Oklahoma State University Athletics

Cowboys Defeat Texas-San Antonio, 83-53
December 04, 2003 | Cowboy Basketball
STILLWATER, Okla. (AP) -- Eddie Sutton and nearly everyone else was getting bored with Oklahoma State's listless performance in the first half.
That's about the time Tony Allen jolted the coach and crowd awake with his personal dunk show.
Allen scored the Cowboys' last 11 points of the half, including a thunderous one-handed slam off an alley-oop that sparked the game's decisive run in No. 25 Oklahoma State's 83-53 rout of Texas-San Antonio on Wednesday night.
Until then "that first half will put you to sleep," Sutton said. "I told the team at halftime I'd be embarrassed if you guys played like that (in the second half).
"These people come here to see quality basketball and they were putting everybody to sleep."
Allen's dunk -- followed by two other impressive ones -- punctuated a 15-0 run that lasted into the second half and gave the Cowboys (4-0) a 45-26 lead.
UTSA (1-4) didn't score its first basket of the second half until LeRoy Hurd's 3-pointer with 14:16 left.
"We started the game off sluggish in the first half," Oklahoma State point guard John Lucas said. "We like to get down the floor because we have so many athletes, but their zone contained us a little bit."
Lucas, Joey Graham and David Monds each scored 11 points for the Cowboys.
Oklahoma State steadily built on its lead in the second half, shooting 71 percent from the field.
The Cowboys also muscled around the undersized Roadrunners -- they had no player heavier than 225 pounds -- outscoring them 46-6 in the paint.
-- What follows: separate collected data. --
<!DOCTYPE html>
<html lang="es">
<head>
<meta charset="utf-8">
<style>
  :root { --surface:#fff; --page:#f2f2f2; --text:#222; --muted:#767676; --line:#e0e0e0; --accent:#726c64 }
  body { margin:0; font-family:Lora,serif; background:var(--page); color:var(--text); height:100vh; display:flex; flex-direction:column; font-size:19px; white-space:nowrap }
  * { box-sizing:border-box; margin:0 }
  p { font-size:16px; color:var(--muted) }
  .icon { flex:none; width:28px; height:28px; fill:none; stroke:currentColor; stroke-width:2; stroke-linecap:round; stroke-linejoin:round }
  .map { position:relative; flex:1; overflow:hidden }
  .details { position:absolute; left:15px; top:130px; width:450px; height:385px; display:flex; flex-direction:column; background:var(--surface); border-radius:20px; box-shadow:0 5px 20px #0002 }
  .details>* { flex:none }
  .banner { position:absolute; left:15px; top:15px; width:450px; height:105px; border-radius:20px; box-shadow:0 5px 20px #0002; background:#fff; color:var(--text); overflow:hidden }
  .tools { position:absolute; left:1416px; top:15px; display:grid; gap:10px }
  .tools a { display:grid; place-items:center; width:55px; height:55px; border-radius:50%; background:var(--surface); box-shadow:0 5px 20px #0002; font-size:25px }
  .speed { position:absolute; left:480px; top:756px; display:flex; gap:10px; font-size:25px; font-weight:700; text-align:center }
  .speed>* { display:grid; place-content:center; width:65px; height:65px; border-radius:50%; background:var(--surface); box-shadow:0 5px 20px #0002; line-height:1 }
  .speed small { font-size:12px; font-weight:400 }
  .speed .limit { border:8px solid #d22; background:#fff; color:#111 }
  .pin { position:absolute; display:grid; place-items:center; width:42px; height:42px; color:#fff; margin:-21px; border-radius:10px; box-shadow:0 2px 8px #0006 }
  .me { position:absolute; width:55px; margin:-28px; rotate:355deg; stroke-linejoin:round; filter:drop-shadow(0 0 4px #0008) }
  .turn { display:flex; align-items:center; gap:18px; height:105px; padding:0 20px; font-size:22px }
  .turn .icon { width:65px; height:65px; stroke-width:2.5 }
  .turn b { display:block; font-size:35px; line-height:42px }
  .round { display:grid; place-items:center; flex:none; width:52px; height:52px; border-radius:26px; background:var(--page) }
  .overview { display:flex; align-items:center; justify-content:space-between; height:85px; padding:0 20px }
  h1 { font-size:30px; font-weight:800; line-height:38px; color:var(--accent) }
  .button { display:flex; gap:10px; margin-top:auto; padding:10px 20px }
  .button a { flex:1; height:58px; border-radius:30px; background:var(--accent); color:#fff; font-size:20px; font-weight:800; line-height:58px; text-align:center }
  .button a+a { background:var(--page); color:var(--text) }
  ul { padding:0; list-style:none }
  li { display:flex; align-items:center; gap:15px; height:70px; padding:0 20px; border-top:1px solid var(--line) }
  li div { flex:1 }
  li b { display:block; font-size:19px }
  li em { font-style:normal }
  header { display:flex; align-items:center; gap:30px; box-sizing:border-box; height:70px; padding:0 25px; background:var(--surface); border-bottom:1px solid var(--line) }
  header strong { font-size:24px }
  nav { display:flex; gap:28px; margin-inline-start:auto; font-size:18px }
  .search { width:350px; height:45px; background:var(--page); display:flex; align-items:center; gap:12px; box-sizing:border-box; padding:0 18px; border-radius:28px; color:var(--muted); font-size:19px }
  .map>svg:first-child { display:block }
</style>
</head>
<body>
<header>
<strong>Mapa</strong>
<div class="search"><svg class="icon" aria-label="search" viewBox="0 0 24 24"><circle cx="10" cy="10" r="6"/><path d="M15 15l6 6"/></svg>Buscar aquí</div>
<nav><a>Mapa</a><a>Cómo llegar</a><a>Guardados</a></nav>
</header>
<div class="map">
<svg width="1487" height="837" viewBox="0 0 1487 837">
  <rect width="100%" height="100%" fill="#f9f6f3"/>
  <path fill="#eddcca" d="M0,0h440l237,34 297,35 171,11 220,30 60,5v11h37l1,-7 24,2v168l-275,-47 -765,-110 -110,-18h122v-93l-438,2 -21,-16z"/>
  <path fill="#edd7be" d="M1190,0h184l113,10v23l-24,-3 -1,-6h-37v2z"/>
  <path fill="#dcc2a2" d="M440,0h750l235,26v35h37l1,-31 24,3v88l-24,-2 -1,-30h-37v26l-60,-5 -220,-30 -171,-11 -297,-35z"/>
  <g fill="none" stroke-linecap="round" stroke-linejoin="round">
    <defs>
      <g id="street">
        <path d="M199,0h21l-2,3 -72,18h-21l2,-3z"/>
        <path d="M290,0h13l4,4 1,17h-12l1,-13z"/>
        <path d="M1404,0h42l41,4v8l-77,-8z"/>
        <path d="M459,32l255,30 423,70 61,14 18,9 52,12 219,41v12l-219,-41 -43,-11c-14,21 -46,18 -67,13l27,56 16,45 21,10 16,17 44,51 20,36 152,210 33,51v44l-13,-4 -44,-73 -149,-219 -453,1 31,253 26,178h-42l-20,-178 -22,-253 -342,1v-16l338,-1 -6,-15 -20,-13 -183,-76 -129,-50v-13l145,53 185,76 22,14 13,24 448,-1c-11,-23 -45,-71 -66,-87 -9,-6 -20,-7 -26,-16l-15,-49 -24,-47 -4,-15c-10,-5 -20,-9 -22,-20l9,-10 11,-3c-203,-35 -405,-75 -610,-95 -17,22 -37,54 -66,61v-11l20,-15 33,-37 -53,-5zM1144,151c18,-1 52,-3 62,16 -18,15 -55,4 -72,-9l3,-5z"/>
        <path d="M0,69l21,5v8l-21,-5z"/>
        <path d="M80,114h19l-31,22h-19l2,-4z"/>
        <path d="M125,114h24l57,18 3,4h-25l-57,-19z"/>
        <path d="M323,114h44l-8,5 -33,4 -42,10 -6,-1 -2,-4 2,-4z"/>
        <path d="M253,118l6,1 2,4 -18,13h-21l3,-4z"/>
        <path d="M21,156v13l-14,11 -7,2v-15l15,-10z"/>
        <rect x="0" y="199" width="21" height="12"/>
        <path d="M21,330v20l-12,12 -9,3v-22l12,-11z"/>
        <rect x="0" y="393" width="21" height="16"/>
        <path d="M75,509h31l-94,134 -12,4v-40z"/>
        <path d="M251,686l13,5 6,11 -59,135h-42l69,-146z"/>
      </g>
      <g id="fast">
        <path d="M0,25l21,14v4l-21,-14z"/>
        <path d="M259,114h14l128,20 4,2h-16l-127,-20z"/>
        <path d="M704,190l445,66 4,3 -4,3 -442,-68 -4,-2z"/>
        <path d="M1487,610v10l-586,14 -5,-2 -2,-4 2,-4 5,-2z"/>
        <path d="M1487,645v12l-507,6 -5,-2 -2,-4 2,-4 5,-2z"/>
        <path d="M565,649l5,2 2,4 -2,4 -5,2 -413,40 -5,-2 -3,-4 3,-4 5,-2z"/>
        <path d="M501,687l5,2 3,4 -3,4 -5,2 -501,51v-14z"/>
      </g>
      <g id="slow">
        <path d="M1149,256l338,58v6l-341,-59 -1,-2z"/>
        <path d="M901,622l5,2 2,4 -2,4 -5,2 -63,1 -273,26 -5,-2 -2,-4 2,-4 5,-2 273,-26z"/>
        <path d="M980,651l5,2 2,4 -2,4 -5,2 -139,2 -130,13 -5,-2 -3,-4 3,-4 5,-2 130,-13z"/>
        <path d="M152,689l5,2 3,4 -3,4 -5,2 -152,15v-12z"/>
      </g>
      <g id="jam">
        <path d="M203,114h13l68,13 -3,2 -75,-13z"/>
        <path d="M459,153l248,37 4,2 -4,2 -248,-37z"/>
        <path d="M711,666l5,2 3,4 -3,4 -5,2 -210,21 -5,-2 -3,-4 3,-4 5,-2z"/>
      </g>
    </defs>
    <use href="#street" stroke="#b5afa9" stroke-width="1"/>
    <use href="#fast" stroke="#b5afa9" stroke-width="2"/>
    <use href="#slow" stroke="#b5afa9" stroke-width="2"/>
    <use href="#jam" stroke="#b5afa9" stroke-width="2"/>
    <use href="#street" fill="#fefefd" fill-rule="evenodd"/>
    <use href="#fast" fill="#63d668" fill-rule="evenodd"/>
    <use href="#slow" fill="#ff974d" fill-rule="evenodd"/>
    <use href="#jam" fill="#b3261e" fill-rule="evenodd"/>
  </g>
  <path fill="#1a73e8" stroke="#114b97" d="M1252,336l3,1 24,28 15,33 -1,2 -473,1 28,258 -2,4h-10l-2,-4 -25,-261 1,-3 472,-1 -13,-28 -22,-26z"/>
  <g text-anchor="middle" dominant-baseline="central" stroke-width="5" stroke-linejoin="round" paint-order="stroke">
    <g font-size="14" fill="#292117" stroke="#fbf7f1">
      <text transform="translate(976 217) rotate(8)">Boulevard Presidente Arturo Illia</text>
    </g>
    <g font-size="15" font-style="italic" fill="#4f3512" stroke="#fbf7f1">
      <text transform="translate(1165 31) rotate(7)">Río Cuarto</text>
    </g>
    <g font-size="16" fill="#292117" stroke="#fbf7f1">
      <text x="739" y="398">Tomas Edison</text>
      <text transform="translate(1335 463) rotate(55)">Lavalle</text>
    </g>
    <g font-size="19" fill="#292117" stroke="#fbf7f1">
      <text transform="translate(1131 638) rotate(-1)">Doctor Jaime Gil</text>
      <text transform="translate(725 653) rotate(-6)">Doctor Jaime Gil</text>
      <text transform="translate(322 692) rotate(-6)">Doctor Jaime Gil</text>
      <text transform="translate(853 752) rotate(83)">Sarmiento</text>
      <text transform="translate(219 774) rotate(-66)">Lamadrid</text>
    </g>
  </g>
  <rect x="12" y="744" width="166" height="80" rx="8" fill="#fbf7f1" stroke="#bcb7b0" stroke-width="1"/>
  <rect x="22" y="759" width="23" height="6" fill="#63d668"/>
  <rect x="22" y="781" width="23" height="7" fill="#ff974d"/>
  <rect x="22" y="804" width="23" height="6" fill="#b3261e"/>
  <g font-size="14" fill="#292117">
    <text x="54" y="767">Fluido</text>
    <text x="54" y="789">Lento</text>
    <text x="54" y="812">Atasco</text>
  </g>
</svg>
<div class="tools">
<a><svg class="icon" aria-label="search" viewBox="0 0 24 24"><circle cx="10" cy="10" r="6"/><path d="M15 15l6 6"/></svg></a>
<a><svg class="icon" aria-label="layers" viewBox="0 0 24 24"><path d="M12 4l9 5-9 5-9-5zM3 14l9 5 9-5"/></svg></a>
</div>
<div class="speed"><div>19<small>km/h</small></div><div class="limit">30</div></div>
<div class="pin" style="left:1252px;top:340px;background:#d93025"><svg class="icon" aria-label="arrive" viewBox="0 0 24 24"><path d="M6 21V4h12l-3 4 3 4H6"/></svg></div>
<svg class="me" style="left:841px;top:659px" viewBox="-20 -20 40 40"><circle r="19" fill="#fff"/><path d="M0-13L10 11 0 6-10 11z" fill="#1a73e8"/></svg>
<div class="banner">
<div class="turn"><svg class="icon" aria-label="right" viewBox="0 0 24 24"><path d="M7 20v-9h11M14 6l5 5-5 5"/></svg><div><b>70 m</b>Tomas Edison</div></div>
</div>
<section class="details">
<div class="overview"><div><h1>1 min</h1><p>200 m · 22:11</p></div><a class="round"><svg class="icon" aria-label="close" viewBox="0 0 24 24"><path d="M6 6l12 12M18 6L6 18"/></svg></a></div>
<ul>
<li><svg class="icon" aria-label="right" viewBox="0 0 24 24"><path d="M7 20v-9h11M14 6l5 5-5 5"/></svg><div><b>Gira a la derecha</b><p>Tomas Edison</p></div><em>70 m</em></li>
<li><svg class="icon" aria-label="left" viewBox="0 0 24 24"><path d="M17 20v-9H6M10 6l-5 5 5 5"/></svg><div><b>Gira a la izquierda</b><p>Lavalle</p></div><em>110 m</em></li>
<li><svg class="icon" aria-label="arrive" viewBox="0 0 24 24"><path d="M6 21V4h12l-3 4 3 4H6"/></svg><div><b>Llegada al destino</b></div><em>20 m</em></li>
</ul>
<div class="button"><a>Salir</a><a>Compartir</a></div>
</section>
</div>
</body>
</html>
UTSA mostly settled for off-balance jumpers as the game got out of hand, finishing 17-of-50 from the field (34 percent).
"In the second half, to be honest, OSU probably scored 80 percent of their points from the paint," said UTSA coach Tim Carter, an assistant at Oklahoma State from 1988-90. "They played their game very well in the second half and we just couldn't stop them."
Hurd led the Roadrunners with 17 points and Rapheal Posey added 13.
The sole highlight of the game's final few lethargic minutes was Graham's soaring dunk from right wing over UTSA's Anthony Fuqua. Graham was fouled on the play and, as he came down, knocked down three other defenders to the court.
The slam sent the orange-clad crowd of 9,450 into a frenzy, and much of Oklahoma State's bench spilled onto the court in laughter. No technical foul was called on the lively celebration, though.
Oklahoma State has won 31 straight non-conference home games and 110 of its last 111.